Not waiting for the end of the season, The Sporting News, in a full-page splash in today's issue, names Dodger Jackie Robinson as the publication's Rookie of the Year. Although the Brooklyn infielder faced the challenges of being the century's first black big-leaguer, 'The Bible of Baseball' makes the selection based on his hitting, running, defensive play, and value to the team, according to the article written by legendary publisher J.G. Taylor Spink.
Dodger ace Sandy Koufax tosses a four-hitter, blanking St. Louis at Sportsman's Park, 4-0. The southpaw's scoreless effort establishes a National League record for shutouts thrown by lefties in a season with 11, five shy of Grover Cleveland Alexander's major league mark set in 1916 with the Phillies.

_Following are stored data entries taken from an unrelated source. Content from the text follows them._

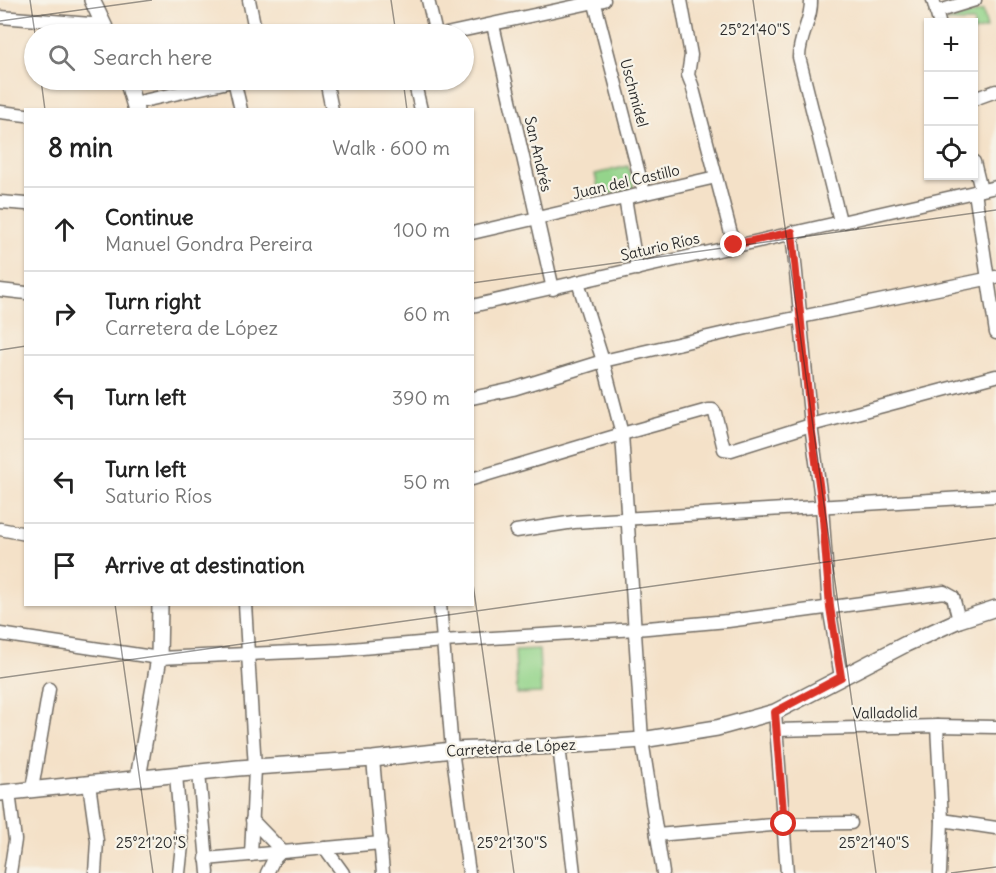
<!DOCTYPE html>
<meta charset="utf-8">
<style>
:root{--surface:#fff;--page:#f2f2f2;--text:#222;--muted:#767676;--line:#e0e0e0}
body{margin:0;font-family:Delius,sans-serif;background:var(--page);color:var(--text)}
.controls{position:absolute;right:18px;top:18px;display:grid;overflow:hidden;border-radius:0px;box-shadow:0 2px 4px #0004}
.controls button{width:54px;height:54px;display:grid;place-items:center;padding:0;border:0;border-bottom:2px solid var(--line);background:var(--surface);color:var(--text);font:30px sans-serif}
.stop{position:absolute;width:18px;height:18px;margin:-14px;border:4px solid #d93025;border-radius:50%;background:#fff}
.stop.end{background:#d93025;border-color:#fff;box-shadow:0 2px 6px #0008}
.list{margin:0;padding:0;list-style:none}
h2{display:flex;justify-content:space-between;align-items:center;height:78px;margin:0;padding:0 24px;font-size:26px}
h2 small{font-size:20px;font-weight:400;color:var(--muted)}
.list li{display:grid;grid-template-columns:39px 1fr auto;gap:18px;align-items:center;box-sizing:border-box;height:84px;padding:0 24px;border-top:2px solid var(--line)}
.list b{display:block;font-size:22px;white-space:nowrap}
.list p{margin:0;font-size:20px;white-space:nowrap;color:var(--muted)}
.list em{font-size:20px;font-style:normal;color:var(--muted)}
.icon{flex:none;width:33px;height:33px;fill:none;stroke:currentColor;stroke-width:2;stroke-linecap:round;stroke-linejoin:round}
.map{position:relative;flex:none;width:996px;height:873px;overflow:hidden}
.search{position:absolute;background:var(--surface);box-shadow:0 2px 4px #0004;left:24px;top:24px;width:450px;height:66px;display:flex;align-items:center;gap:15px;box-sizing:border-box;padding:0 21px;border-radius:33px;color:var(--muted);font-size:22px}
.panel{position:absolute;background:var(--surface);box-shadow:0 2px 4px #0004;left:24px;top:108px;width:450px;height:498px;border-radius:0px}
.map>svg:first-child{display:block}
</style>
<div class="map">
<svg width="996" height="873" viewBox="0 0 996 873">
<rect width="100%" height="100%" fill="#f7f3e8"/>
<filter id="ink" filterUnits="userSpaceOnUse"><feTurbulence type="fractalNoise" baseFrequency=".0167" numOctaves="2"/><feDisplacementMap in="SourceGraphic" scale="12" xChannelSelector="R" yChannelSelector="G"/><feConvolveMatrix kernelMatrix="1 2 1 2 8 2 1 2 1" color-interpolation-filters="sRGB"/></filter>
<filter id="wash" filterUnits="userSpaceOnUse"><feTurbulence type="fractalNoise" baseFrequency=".008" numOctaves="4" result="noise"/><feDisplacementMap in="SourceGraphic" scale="24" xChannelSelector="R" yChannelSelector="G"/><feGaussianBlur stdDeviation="1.35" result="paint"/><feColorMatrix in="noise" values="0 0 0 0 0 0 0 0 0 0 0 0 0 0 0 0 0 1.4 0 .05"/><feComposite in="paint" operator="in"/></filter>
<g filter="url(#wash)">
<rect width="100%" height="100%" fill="#f4e1c8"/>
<!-- green -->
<g fill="#94d48b" stroke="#60805b" stroke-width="1.5">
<polygon points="983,11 987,28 974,32 974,22 944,22"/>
<polygon points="628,166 634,188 600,196 595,174"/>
<polygon points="539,649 541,693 517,694 515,650"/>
</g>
</g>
<g filter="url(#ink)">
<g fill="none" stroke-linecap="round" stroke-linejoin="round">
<defs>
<g id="minor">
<polyline points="249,0 256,34"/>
<polyline points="428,0 436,34"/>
<polyline points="594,0 644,193"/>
<polyline points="681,0 691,55 688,75 692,85 734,245"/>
<path d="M811,0C812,20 799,37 799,57L840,221"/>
<polyline points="933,0 939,22"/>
<polyline points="936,12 975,0"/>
<polyline points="0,17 104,25"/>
<polyline points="493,25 553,289"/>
<polyline points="446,34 604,0"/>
<polyline points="234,80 241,110"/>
<polyline points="326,80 332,110"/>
<polyline points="414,80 421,110"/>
<polyline points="974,99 996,91"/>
<polyline points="134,103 237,80"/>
<polyline points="0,112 26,115"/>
<polyline points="974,162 981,190"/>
<polyline points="975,192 996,333"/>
<polyline points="625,198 637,269"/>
<polyline points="0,202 26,204"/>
<polyline points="792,232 811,425 822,506 829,607 841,677"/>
<polyline points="472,233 716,177"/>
<polyline points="578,282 603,361 622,434 642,740 663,873"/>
<polyline points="0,290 26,293"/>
<polyline points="472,306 996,187"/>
<polyline points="472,398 513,389 603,361 747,328 996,277"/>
<polyline points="472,479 622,434 708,410 713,410 715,413 724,449 731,450 811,425 996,376"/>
<polyline points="0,529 26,534"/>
<polyline points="516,531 574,522 996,496"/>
<polyline points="245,604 255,768 251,855"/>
<polyline points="440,604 452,750 469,873"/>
<polyline points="0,634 159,658 339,650 443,641 636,629 728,621 944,592 953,597 959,620"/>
<polyline points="775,712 787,873"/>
<polyline points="937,726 942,820 940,873"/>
<polyline points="776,730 937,726 996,727"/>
<polyline points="559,746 574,873"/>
<polyline points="373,759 383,873"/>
<polyline points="199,773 208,873"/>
<polyline points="176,775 182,845 179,873"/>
<polyline points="89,784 97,841 95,873"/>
<polyline points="32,789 49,689"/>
<polyline points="9,792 15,840 10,873"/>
<polyline points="252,820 282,851 274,859 267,873"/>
<polyline points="942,820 996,828"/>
<polyline points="657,835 784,824 851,823"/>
<polyline points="325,848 343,873"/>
<polyline points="206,859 381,843"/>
</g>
<g id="major">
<polyline points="92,0 108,34"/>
<polyline points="127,80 136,110"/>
<polyline points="138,778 159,658 160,604"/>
<polyline points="0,793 238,768 373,759 452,750 559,746 642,740 717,728 775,712 906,644 959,620 996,608"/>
</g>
</defs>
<!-- minor casing -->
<use href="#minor" stroke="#716b62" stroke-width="15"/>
<!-- major casing -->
<use href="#major" stroke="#716b62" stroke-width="18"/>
<!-- minor -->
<use href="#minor" stroke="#fff" stroke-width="12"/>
<!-- major -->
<use href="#major" stroke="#fff" stroke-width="15"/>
</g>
</g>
<g fill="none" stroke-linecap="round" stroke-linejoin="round" filter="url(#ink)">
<!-- route -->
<polyline stroke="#d93025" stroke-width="8" points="734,245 792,232 811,425 822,506 830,607 841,677 775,712 784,824"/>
</g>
<!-- ticks -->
<path fill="none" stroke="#2b2b2b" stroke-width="1.5" stroke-opacity="0.45" d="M30,0L35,34M391,0L396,34M753,0L876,873M0,21L152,0M41,80L45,110M403,80L407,110M472,283L996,210M0,350L26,346M472,577L514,873M115,604L153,873M0,678L996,538M951,873L996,867"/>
<g text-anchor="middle" stroke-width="4.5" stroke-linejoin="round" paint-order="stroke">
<!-- street labels -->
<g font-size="15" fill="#2b2b2b" stroke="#f7f3e8">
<text transform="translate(634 93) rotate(75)" y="5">Uschmidel</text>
<text transform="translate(538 154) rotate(77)" y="5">San Andrés</text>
<text transform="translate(626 182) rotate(-13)" y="5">Juan del Castillo</text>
<text transform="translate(660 247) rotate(-13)" y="5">Saturio Ríos</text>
<text transform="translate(885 713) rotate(-1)" y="5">Valladolid</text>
<text transform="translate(511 748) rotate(-3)" y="5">Carretera de López</text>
</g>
</g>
<g font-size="15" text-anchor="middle" fill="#2b2b2b" stroke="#f7f3e8" stroke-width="4.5" stroke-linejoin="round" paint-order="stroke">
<text x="755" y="35">25°21'40"S</text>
<text x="151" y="848">25°21'20"S</text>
<text x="512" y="848">25°21'30"S</text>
<text x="874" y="848">25°21'40"S</text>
</g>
</svg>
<div class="controls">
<button>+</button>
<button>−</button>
<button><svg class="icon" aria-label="locate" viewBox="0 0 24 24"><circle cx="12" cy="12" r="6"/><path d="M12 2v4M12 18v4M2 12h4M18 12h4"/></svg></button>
</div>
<div class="stop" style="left:784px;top:824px"></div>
<div class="stop end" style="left:734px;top:245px"></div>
<div class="search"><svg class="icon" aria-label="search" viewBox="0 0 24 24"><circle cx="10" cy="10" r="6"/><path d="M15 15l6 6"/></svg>Search here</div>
<section class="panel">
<h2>8 min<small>Walk · 600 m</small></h2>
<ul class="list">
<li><svg class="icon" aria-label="ahead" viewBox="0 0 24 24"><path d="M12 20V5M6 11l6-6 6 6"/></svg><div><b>Continue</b><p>Manuel Gondra Pereira</p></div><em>100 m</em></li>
<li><svg class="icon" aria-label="right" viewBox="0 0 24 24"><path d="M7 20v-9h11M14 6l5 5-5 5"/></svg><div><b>Turn right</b><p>Carretera de López</p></div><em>60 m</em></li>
<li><svg class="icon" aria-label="left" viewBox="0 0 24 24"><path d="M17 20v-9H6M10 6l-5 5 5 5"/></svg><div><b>Turn left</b></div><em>390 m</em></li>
<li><svg class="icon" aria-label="left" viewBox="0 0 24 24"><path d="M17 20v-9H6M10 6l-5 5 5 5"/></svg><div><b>Turn left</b><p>Saturio Ríos</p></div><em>50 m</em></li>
<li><svg class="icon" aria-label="arrive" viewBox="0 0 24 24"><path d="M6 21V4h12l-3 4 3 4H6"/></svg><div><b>Arrive at destination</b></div></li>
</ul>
</section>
</div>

Dodgers southpaw Fernando Valenzuela ties White Sox freshman Ewell Russell's 1913 rookie record when he hurls his eighth shutout of the season, blanking Atlanta on three hits. The 20-year-old Mexican's 2-0 victory breaks the previous National League mark shared by Irving Young (Braves, 1905), Grover Cleveland Alexander (Phillies, 1911), and Jerry Koosman (Mets, 1968).
Dodger right-hander Hideo Nomo no-hits the Rockies, 9-0, at Coors Field, becoming the only big-league hurler to accomplish the feat in the thin air of Denver. Tornado Boy's performance in Colorado is the best-attended no-no and is the only hitless game with a paid attendance of more than 50,000 fans.
Joe Torre, who will compile a 2326-1997 (.538.) managerial record during his 30 seasons as a skipper with Mets, Braves, Cardinals, Yankees, and the Dodgers, announces he will be retiring at the end of the month. Los Angeles immediately hires the team's hitting coach, Don Mattingly, to replace the 70-year-old, who will accept a position in February to assist Major League Baseball Commissioner Bud Selig as the new Executive Vice President for Baseball Operations.